In general, these equations cannot be solved explicitly. They are solved using numerical methods.

Example

Consider a system under development that was subjected to a reliability growth test for T = 300 hours. The next table shows the successive </> N = 35 failure times that were reported for T = 300 hours of test.

 Reported Failure Times (hr) 10 25 28.1 36.5 49 52.5 53.9 56.5 63.1 63.5 65.4 65.9 69.6 70.6 73 75.3 77.7 88.5 89.4 93.9 95.44 95.5 98.1 101.1 132 142.2 147.7 149 167.2 190.7 193 198.7 251.9 282.5 286.1

The above data set was entered into an RGA data sheet configured for the Failure Times data type.

The analyst used RGA to estimate the following Crow-AMSAA parameters (obtained without applying gap analysis concepts) and demonstrated MTBF.

 β =  0.8001 λ = 0.3648 MTBF = 10.7129

The next figure shows a plot of the cumulative number of failures versus time.

The above figure does not show a good fit of the model to the data set. RGA also indicated that the Cramr von Mises goodness-of-fit test failed. Therefore, there were concerns that the data set does not follow the Crow-AMSAA reliability growth model well.

The data set was then broken into 50 hour segments; the following table is a breakdown the number of reported failures by segment.
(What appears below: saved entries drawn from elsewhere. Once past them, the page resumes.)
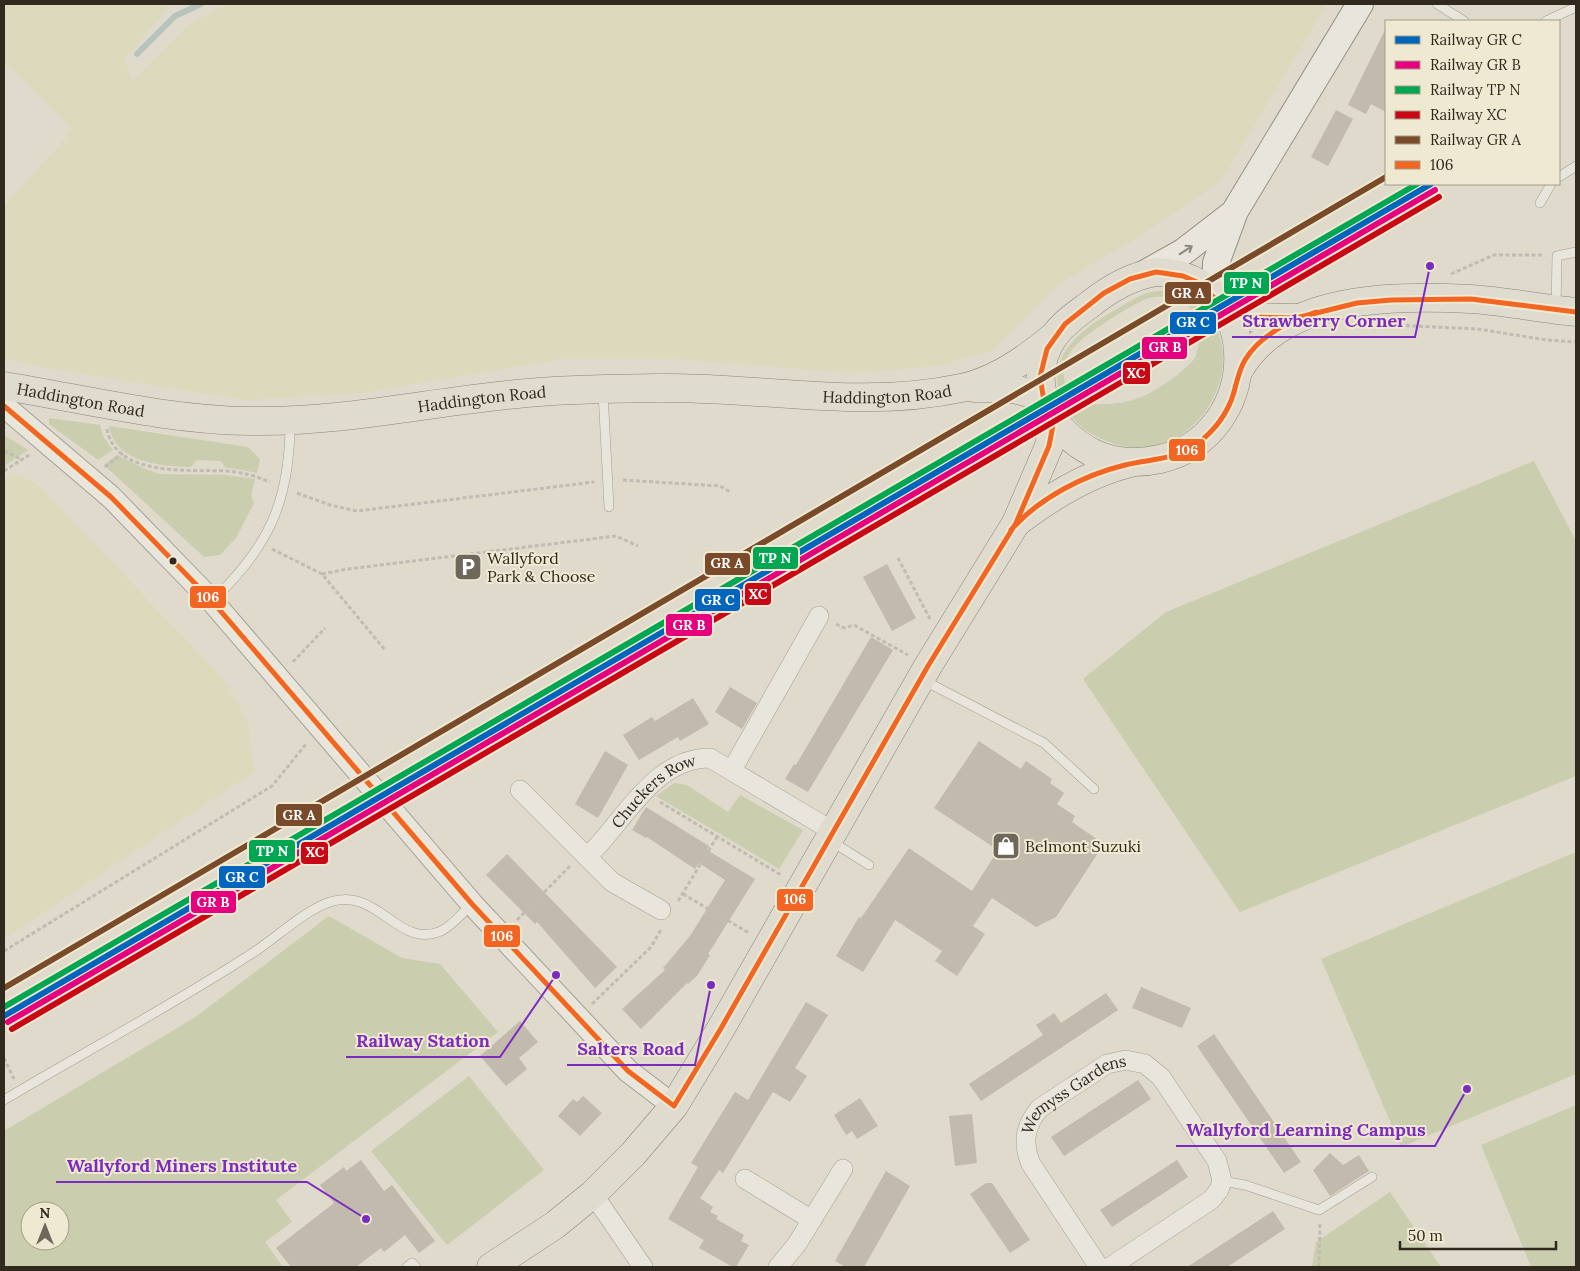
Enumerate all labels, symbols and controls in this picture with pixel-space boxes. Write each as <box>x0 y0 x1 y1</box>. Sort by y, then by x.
legend <box>1385 20 1560 185</box>
text: Railway GR C <box>1430 30 1522 49</box>
text: Railway GR B <box>1430 55 1521 74</box>
text: Railway TP N <box>1430 80 1521 99</box>
text: Railway XC <box>1430 105 1507 124</box>
text: Railway GR A <box>1430 130 1521 149</box>
text: 106 <box>1430 155 1453 174</box>
one-way arrow <box>1179 245 1193 255</box>
line badge: TP N <box>1223 271 1270 295</box>
text: TP N <box>1230 274 1262 292</box>
line badge: GR A <box>1164 281 1212 305</box>
text: GR A <box>1171 284 1205 302</box>
callout: Strawberry Corner <box>1232 304 1415 337</box>
text: Strawberry Corner <box>1242 309 1406 332</box>
line badge: GR C <box>1169 311 1217 335</box>
text: GR C <box>1176 313 1210 331</box>
line badge: GR B <box>1141 336 1188 360</box>
text: GR B <box>1148 338 1182 356</box>
line badge: XC <box>1122 361 1151 385</box>
text: XC <box>1127 364 1146 382</box>
street label: Haddington Road <box>15 378 147 421</box>
street label: Haddington Road <box>822 380 954 407</box>
street label: Haddington Road <box>416 381 547 417</box>
line badge: 106 <box>1168 438 1206 462</box>
text: 106 <box>1176 441 1198 459</box>
line badge: TP N <box>752 546 799 570</box>
place label: Wallyford Park & Choose <box>487 548 596 586</box>
text: TP N <box>759 549 791 567</box>
parking icon: Wallyford Park & Choose <box>453 552 483 582</box>
line badge: GR A <box>704 552 751 576</box>
text: GR A <box>710 554 744 572</box>
unlabelled marker <box>168 556 178 566</box>
line badge: XC <box>744 582 772 606</box>
line badge: 106 <box>189 585 227 609</box>
text: XC <box>749 585 768 603</box>
text: 106 <box>197 588 219 606</box>
line badge: GR C <box>694 588 741 612</box>
text: GR C <box>701 591 735 609</box>
line badge: GR B <box>665 613 713 637</box>
text: GR B <box>672 616 706 634</box>
street label: Chuckers Row <box>607 750 698 832</box>
line badge: GR A <box>275 803 323 827</box>
text: GR A <box>282 806 316 824</box>
shop icon: Belmont Suzuki <box>991 831 1021 861</box>
place label: Belmont Suzuki <box>1025 836 1141 856</box>
line badge: TP N <box>248 839 296 863</box>
line badge: XC <box>300 841 329 865</box>
text: TP N <box>256 842 288 860</box>
text: XC <box>306 843 325 861</box>
line badge: GR C <box>218 865 266 889</box>
text: GR C <box>225 868 259 886</box>
line badge: 106 <box>776 888 814 912</box>
line badge: GR B <box>190 890 237 914</box>
text: 106 <box>784 890 806 908</box>
text: GR B <box>196 893 230 911</box>
line badge: 106 <box>483 924 521 948</box>
text: 106 <box>491 927 513 945</box>
callout: Railway Station <box>346 1024 500 1057</box>
text: Railway Station <box>356 1029 490 1052</box>
callout: Salters Road <box>567 1032 695 1065</box>
text: Salters Road <box>577 1037 685 1060</box>
street label: Wemyss Gardens <box>1017 1050 1128 1137</box>
callout: Wallyford Learning Campus <box>1176 1113 1435 1146</box>
text: Wallyford Learning Campus <box>1186 1118 1426 1141</box>
callout: Wallyford Miners Institute <box>56 1149 307 1182</box>
text: Wallyford Miners Institute <box>67 1154 298 1177</box>
north arrow <box>20 1201 70 1251</box>
text: N <box>40 1204 51 1222</box>
scale bar <box>1400 1218 1556 1250</box>
text: 50 m <box>1408 1226 1443 1245</box>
 Time Period Number of Reported Failures 0 - 50 5 50 - 100 18 100 - 150 5 150 - 200 4 200 - 250 0 250 - 300 3

The number of reported failures during the second 50 hour segment is quite high in comparison to the number of failures reported in the other segments. A quick investigation reveled that a number of new data collectors were assigned to the project during that period. It was also discovered that considerable design changes were made during this period involving the removal of a large number of parts. It is possible that these removals, which were not failures, were incorrectly reported as failed parts. Based on knowledge of the system and test program, it was clear that a quantity of actual system failures this large was extremely unlikely. The consensus was that this anomaly was due to reporting failures inconsistently with the failure definition used throughout the program. It was decided that the actual number of failures over this month would be assumed, for this analysis, to be unknown but consistent with the remaining data and the Crow-AMSAA reliability model.
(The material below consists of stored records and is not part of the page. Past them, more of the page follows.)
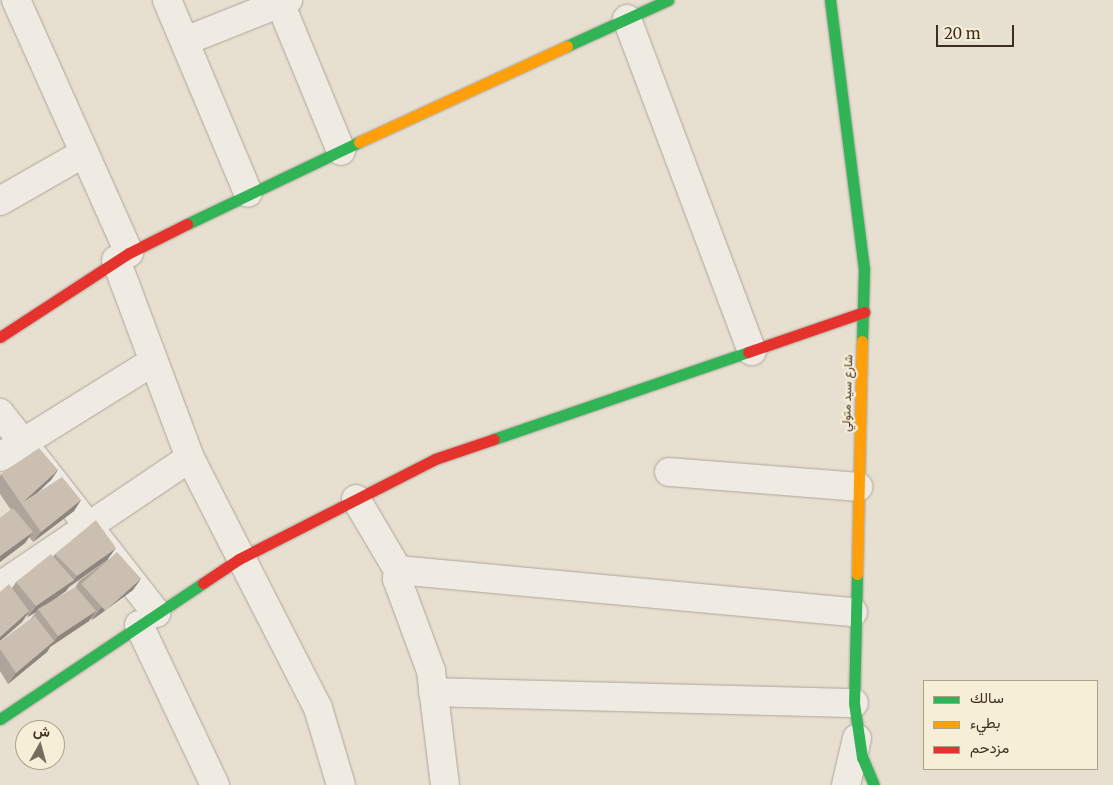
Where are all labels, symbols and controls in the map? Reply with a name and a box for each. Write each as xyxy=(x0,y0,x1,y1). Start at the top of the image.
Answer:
scale bar xyxy=(938,15,1016,47)
text: 20 m xyxy=(944,24,981,43)
street label: شارع سيد متولي xyxy=(838,354,856,432)
legend xyxy=(923,680,1098,770)
text: سالك xyxy=(970,688,1004,707)
text: بطيء xyxy=(970,713,1000,732)
north arrow xyxy=(15,720,65,770)
text: ش xyxy=(32,721,51,741)
text: مزدحم xyxy=(970,738,1009,757)

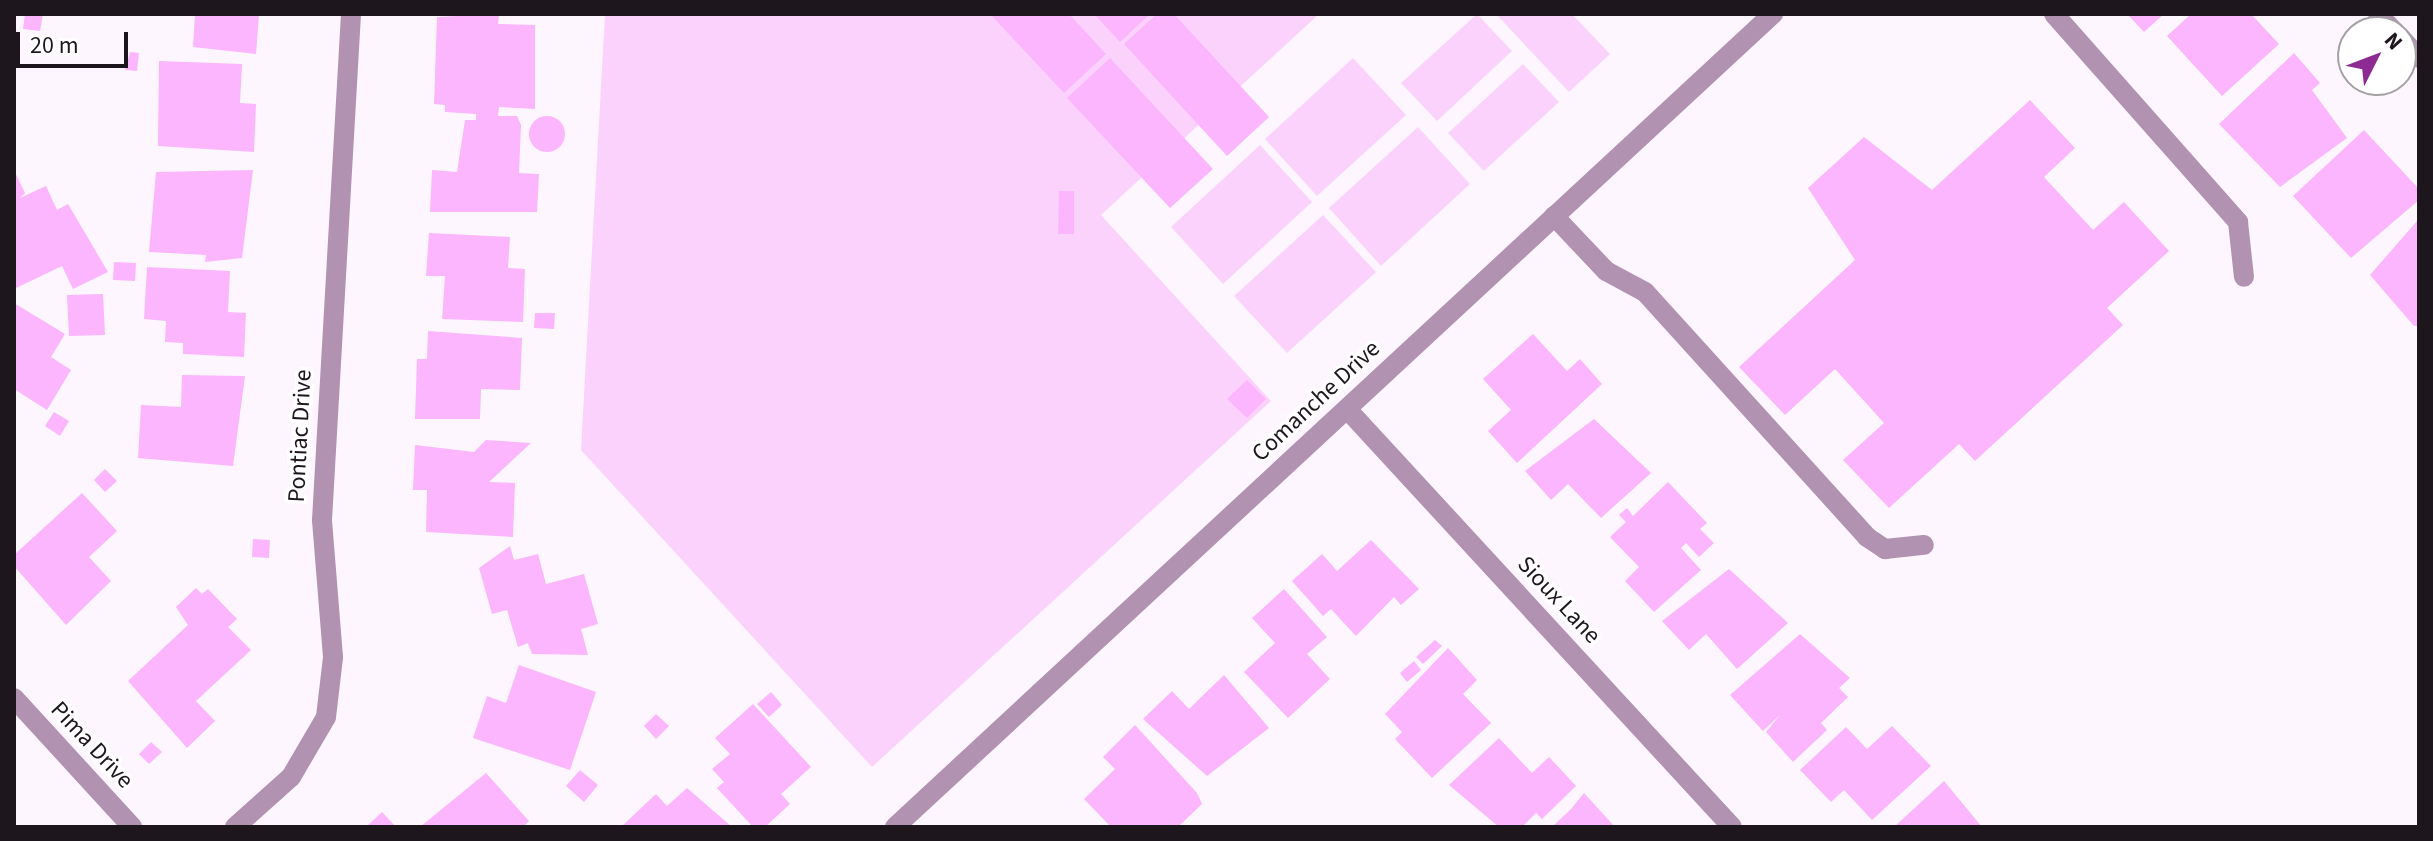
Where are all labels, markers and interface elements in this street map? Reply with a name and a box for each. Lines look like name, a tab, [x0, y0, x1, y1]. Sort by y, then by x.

Considering the 50 hour to 100 hour interval as a problem interval and treating it as gap interval, the analysis was repeated. In RGA, the gap is set by entering the beginning time and ending time in the Gap Interval frame on the Analysis page of the control panel, as shown next.

The new Crow-AMSAA parameters and demonstrated MTBF are.
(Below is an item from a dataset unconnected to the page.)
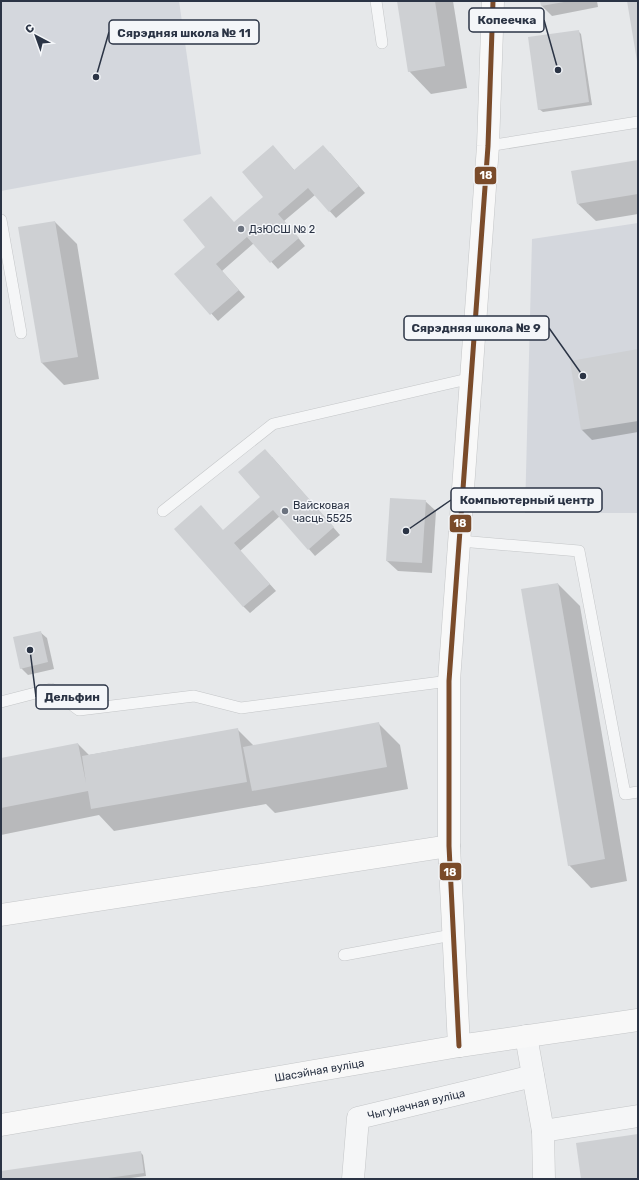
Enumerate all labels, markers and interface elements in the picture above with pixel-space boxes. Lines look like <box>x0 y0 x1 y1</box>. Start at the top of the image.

 β =  0.8774 λ = 0.1381 MTBF = 16.6184

The next figure shows a plot of the cumulative number of failures versus time. This plot indicates a good fit of the model.

Comment:

Note that the mere fact that the model does not fit the data well is not justification to eliminate some of the data from the analysis. Engineering explanations need to be made to justify the use of gap analysis. In the above example, such investigations made the elimination of some of the data justifiable.